'''
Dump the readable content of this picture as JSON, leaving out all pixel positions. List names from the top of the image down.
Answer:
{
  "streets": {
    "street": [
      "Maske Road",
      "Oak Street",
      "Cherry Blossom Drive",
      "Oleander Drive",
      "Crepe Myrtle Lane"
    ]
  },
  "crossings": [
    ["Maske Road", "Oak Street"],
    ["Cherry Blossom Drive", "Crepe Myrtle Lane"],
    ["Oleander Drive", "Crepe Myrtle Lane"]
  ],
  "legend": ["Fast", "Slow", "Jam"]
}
'''
:: GOAL OF THE EXERCISE ::
Reproduce all the data word for word.

:: SOLUTION TO THIS PROBLEM ::
Dump the readable content of this picture as JSON, leaving out all pixel positions. List names from the top of the image down.
Answer:
{
  "streets": {
    "street": [
      "Maske Road",
      "Oak Street",
      "Cherry Blossom Drive",
      "Oleander Drive",
      "Crepe Myrtle Lane"
    ]
  },
  "crossings": [
    ["Maske Road", "Oak Street"],
    ["Cherry Blossom Drive", "Crepe Myrtle Lane"],
    ["Oleander Drive", "Crepe Myrtle Lane"]
  ],
  "legend": ["Fast", "Slow", "Jam"]
}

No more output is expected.